I’m the Uglier BFF, and I Think I Know Why
The signs are present.

I know what you’re thinking — how ugly is this guy? Properly hideous? Mildly unattractive? All fair questions.
Let’s operate on “beauty is in the eye of the beholder” logic for a Medium minute. A picture may be worth a thousand words, but I want you to see things through my perspective — not the clear, icy lens of a camera console.
Let’s muddle through this, relying on the facts.
The Kissing
Me and my buddy (let’s call him “M”) walk. It’s our thing. There’s this big strip of pavement along the top of Redondo Beach, and we like to move in companionable silence, taking in the salty morning air. It’s peaceful — was peaceful. Until the goddamn kissing started. I noticed it right away, of course. Impossible not to, close as M and I are. Out of the blue, another couple of pals stop and stare at him. So my buddy M sees them staring and — flirt that he is — engages. Totally platonic.

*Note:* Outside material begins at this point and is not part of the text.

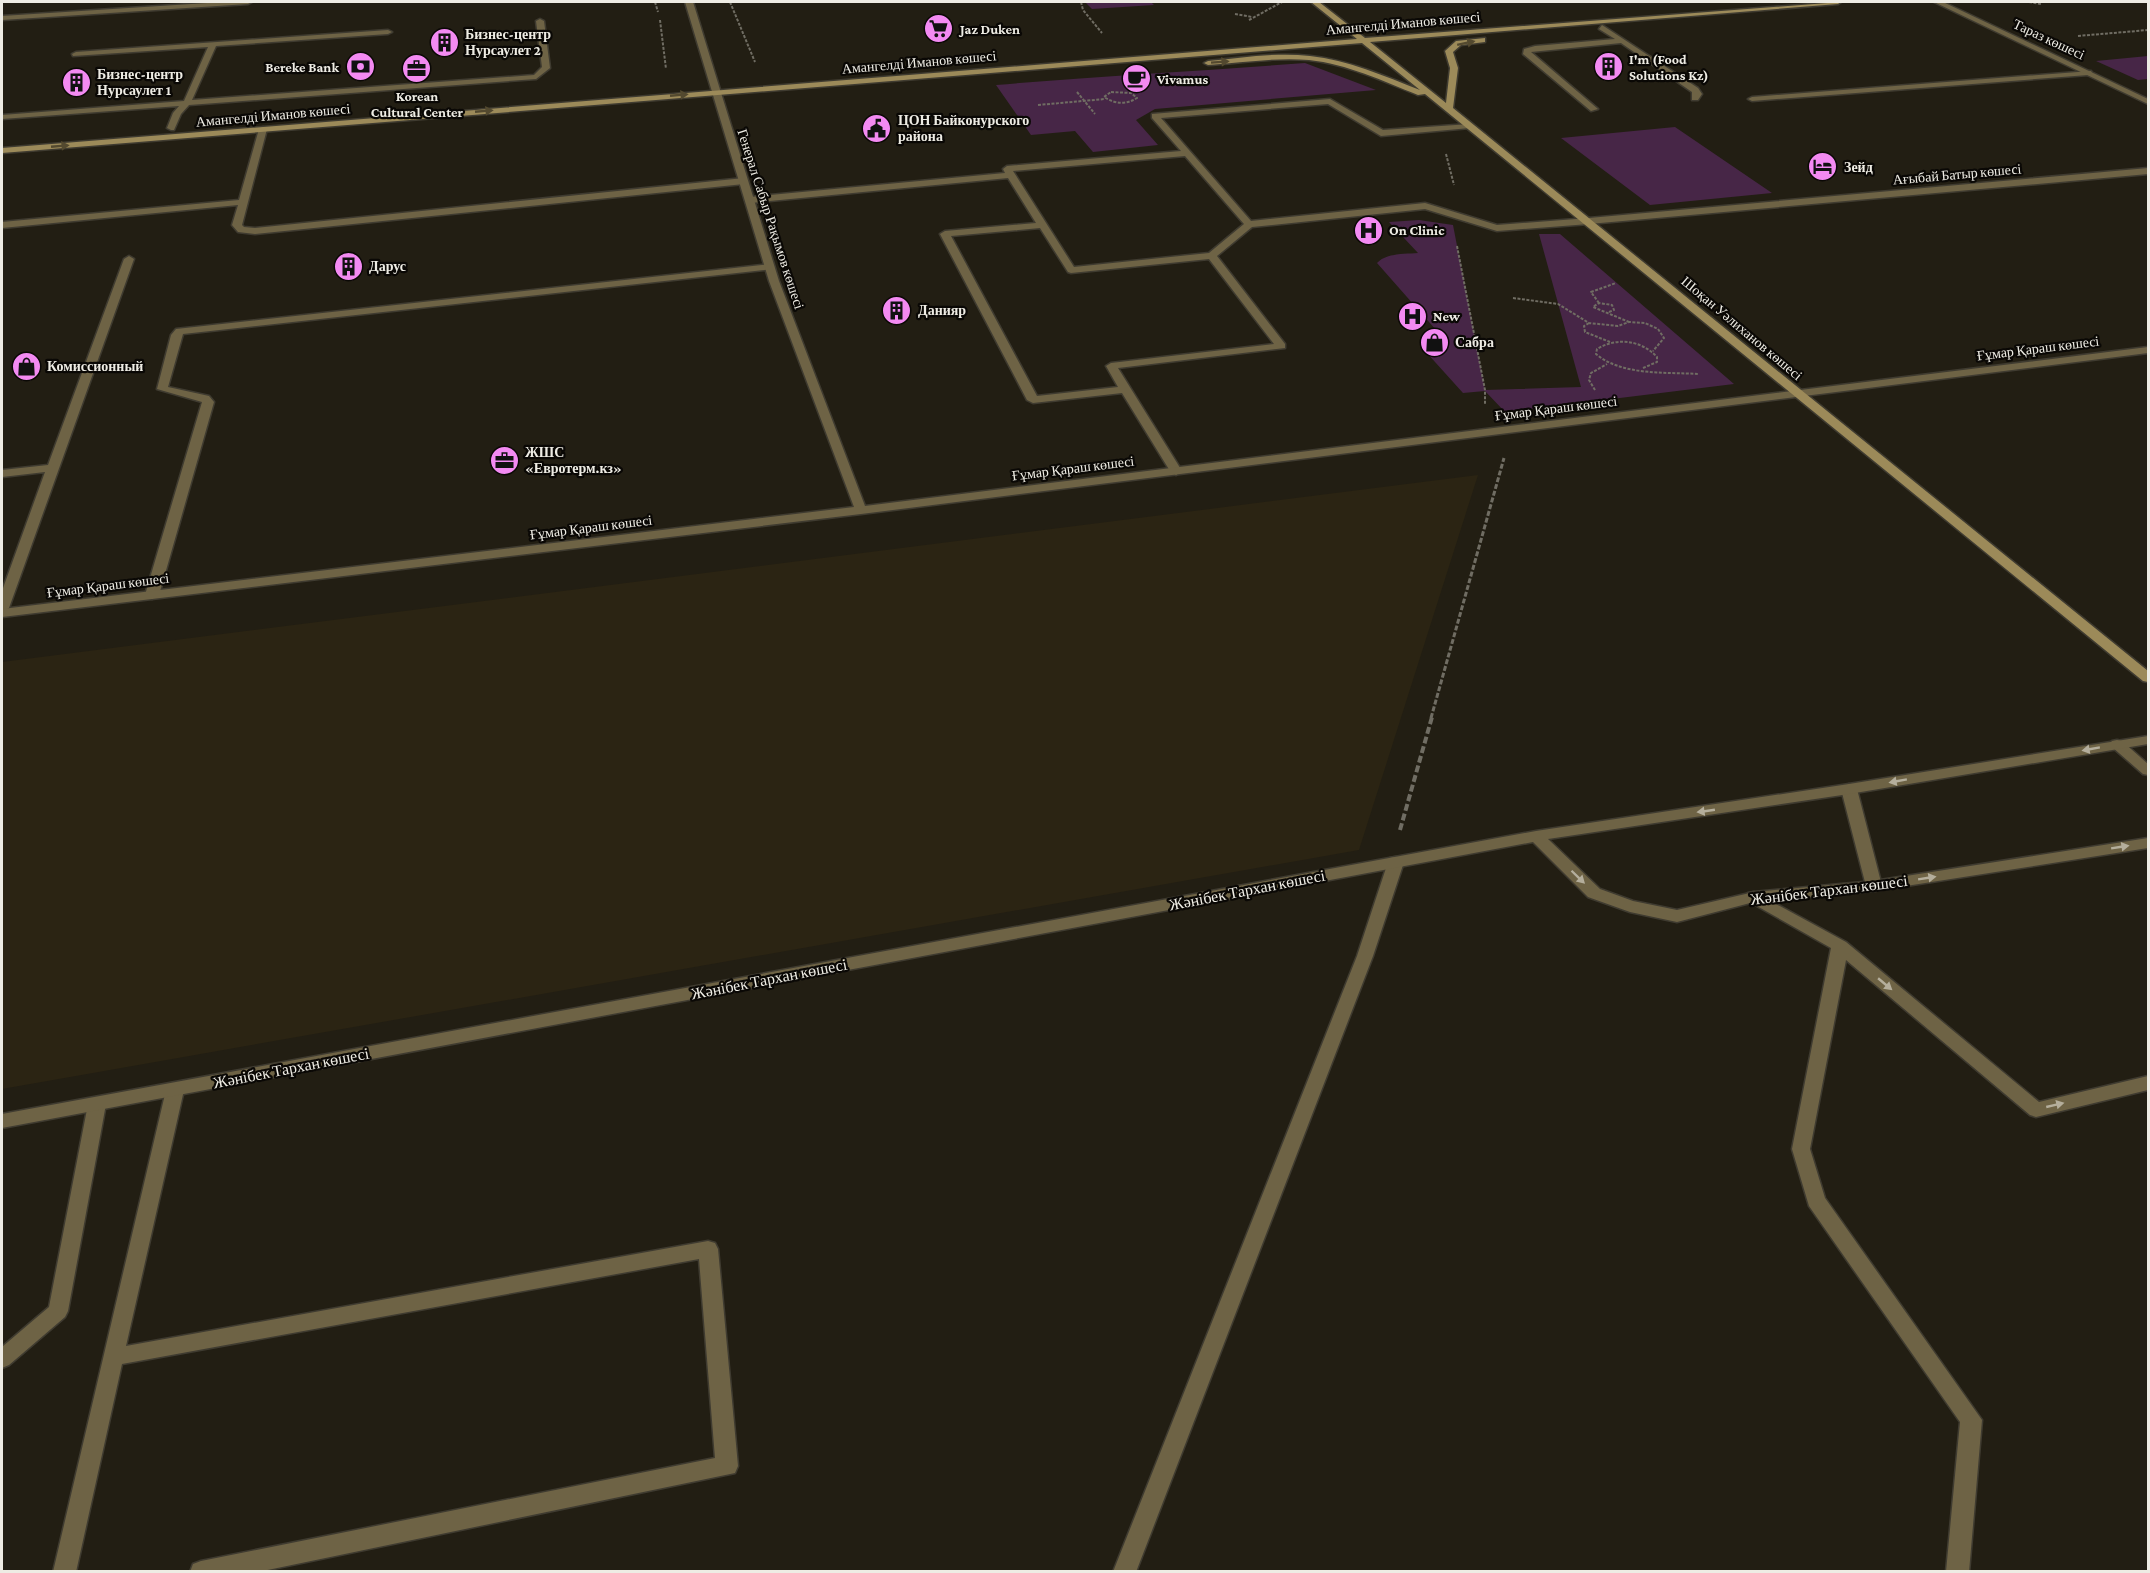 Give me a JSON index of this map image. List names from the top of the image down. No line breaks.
{"streets":{"main road":["Амангелді Иманов көшесі","Шоқан Уәлиханов көшесі"],"street":["Тараз көшесі","Ағыбай Батыр көшесі","Генерал Сабыр Рақымов көшесі","Ғұмар Қараш көшесі","Жәнібек Тархан көшесі"]},"crossings":[["Амангелді Иманов көшесі","Генерал Сабыр Рақымов көшесі"],["Амангелді Иманов көшесі","Шоқан Уәлиханов көшесі"],["Ағыбай Батыр көшесі","Шоқан Уәлиханов көшесі"],["Генерал Сабыр Рақымов көшесі","Ғұмар Қараш көшесі"],["Шоқан Уәлиханов көшесі","Ғұмар Қараш көшесі"]],"places":{"supermarket":["Jaz Duken"],"building":["Бизнес-центр Нурсаулет 2","I'm (Food Solutions Kz)","Бизнес-центр Нурсаулет 1","Дарус","Данияр"],"bank":["Bereke Bank"],"office":["Korean Cultural Center","ЖШС «Евротерм.кз»"],"cafe":["Vivamus"],"public building":["ЦОН Байконурского района"],"hotel":["Зейд"],"hospital":["On Clinic","New"],"shop":["Сабра","Комиссионный"]}}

Until WHAM — he starts kissing them. And they encourage it. Tongue and everything. Smack-dab on the center pavement. Boys and girls, young and old.
Nobody cares much — M is so friendly, he just gives off this, this vibe that makes making out with strangers okay. In public.
Is this normal???
Sometimes I think I’m the weird one for making a big deal out of all this. I like to consider myself a social liberal, and I’m not one to restrain the PDA of others, even when it makes me barf a little in the back of my mouth. So M kisses a lot.
No big deal.
The Eye Contact
Confession: I’m an introvert. So when M and I go on walks, he’s the one making frequent eye contact, smiling at other walkers, brushing past couples, yadda yadda yadda. They love it, of course. M is a handsome guy. I know he’s handsome because people are always paying M little compliments, like you’re so cute and oh my gosh, where’d you get him haha. Stuff like that.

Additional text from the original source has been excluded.